Task goal
Only one stretch of the data below is needed. Output the lines from the one with "Give bounding boxes" up to and including the one with "Find all labels, symbols", exactly as they stand.

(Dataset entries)
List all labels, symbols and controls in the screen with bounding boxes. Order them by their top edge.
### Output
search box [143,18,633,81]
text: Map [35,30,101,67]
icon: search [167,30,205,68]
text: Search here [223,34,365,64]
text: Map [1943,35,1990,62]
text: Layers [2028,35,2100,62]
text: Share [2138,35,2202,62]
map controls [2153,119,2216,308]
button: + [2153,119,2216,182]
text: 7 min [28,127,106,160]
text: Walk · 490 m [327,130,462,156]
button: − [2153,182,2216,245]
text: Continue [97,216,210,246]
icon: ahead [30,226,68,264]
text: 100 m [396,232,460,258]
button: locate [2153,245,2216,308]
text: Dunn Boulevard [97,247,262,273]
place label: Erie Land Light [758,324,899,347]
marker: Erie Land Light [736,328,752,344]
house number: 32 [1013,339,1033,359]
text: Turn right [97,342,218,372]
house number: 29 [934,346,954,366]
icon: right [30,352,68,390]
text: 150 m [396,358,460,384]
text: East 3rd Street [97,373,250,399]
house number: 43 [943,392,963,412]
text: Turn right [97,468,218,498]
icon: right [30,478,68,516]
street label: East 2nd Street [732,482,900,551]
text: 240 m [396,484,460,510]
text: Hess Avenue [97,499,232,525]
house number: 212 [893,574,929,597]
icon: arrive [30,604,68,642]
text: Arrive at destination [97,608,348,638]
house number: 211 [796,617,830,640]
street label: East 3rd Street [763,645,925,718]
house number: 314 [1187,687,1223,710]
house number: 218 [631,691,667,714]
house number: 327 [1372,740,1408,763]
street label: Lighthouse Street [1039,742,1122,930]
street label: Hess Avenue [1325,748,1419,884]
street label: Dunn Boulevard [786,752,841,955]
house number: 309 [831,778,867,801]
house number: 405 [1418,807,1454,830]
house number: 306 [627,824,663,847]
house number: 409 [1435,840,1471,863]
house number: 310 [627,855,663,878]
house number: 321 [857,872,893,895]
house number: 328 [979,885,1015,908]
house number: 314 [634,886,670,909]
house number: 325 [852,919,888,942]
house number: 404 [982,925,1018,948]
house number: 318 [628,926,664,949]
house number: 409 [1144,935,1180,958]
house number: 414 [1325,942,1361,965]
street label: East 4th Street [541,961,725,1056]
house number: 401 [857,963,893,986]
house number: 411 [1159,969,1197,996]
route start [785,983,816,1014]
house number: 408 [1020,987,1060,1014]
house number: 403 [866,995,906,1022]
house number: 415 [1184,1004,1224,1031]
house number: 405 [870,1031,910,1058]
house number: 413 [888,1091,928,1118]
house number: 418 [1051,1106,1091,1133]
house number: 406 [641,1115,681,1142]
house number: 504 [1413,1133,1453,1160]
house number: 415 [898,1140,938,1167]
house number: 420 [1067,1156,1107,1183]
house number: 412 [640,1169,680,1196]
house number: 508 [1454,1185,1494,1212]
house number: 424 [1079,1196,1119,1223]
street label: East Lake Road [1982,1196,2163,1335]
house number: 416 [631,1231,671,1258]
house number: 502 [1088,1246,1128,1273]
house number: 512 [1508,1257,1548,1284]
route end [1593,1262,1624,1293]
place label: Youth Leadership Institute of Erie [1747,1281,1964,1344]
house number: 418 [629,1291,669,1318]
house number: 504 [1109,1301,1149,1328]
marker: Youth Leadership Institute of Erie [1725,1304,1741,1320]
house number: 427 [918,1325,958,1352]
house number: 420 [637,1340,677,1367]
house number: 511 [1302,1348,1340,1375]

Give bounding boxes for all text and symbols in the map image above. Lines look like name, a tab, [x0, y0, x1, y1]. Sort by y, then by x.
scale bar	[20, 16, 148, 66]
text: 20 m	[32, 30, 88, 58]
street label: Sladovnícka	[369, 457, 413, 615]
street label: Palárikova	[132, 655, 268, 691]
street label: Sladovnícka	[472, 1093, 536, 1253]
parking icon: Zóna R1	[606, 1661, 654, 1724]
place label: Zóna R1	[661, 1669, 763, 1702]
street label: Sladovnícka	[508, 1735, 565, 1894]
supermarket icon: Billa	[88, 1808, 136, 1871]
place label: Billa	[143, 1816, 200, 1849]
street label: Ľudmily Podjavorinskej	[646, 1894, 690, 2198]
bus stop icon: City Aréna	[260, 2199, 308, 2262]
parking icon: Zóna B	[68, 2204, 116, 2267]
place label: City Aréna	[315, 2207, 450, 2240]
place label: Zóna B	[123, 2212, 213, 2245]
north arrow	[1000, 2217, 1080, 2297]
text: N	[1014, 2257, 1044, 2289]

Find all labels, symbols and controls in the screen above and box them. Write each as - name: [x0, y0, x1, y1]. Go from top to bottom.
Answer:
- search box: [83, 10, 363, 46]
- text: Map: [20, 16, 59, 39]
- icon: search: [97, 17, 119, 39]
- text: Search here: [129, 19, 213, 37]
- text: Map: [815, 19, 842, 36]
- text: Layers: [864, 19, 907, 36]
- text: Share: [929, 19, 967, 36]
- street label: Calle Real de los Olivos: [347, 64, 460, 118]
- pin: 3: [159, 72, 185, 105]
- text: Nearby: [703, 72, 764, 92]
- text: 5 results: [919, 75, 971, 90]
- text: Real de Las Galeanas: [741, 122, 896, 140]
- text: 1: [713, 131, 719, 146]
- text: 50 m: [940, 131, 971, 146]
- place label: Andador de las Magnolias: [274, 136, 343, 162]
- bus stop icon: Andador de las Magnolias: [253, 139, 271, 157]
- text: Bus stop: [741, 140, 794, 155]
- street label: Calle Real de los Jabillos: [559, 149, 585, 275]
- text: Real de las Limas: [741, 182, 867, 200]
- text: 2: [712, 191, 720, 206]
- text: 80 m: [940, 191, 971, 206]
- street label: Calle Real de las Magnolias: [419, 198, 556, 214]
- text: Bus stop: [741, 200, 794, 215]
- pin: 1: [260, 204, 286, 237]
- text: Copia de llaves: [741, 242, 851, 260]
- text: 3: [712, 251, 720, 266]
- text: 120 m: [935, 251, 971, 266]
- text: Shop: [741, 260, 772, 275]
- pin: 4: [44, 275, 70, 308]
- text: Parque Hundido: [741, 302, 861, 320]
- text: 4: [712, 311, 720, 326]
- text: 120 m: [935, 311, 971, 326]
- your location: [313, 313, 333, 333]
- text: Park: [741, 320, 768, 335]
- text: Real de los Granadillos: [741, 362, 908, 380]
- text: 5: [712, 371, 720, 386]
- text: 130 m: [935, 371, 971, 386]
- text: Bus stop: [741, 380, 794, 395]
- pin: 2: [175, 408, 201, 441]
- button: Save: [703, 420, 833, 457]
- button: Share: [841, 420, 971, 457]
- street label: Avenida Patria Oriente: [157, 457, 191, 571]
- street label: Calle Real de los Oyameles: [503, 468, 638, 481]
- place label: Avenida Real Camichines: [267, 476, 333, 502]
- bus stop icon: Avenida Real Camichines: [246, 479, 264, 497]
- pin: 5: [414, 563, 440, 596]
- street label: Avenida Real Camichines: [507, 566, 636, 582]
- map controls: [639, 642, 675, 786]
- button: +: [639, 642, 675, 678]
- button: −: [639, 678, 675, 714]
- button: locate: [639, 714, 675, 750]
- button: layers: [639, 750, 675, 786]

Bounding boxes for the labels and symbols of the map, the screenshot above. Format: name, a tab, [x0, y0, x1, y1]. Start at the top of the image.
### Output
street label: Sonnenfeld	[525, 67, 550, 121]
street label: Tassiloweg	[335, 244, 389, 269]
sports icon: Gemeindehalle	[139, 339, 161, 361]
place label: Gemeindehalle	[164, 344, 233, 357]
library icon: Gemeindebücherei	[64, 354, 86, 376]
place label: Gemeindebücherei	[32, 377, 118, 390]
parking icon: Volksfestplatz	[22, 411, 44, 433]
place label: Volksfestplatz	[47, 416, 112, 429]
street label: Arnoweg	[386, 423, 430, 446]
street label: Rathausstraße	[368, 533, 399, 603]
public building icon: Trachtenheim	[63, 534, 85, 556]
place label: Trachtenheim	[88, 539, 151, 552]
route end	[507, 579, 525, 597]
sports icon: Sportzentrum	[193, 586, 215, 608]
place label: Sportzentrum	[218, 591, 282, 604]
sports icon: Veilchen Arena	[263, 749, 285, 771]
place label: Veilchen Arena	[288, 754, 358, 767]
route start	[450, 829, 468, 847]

Solution to this exercise
Give bounding boxes for all text and symbols in the map image above. Lines look like name, a tab, [x0, y0, x1, y1]. Sort by y, then by x.
scale bar	[20, 16, 148, 66]
text: 20 m	[32, 30, 88, 58]
street label: Sladovnícka	[369, 457, 413, 615]
street label: Palárikova	[132, 655, 268, 691]
street label: Sladovnícka	[472, 1093, 536, 1253]
parking icon: Zóna R1	[606, 1661, 654, 1724]
place label: Zóna R1	[661, 1669, 763, 1702]
street label: Sladovnícka	[508, 1735, 565, 1894]
supermarket icon: Billa	[88, 1808, 136, 1871]
place label: Billa	[143, 1816, 200, 1849]
street label: Ľudmily Podjavorinskej	[646, 1894, 690, 2198]
bus stop icon: City Aréna	[260, 2199, 308, 2262]
parking icon: Zóna B	[68, 2204, 116, 2267]
place label: City Aréna	[315, 2207, 450, 2240]
place label: Zóna B	[123, 2212, 213, 2245]
north arrow	[1000, 2217, 1080, 2297]
text: N	[1014, 2257, 1044, 2289]

Find all labels, symbols and controls in the screen above and box them. Write each as - name: [x0, y0, x1, y1]. Go from top to bottom.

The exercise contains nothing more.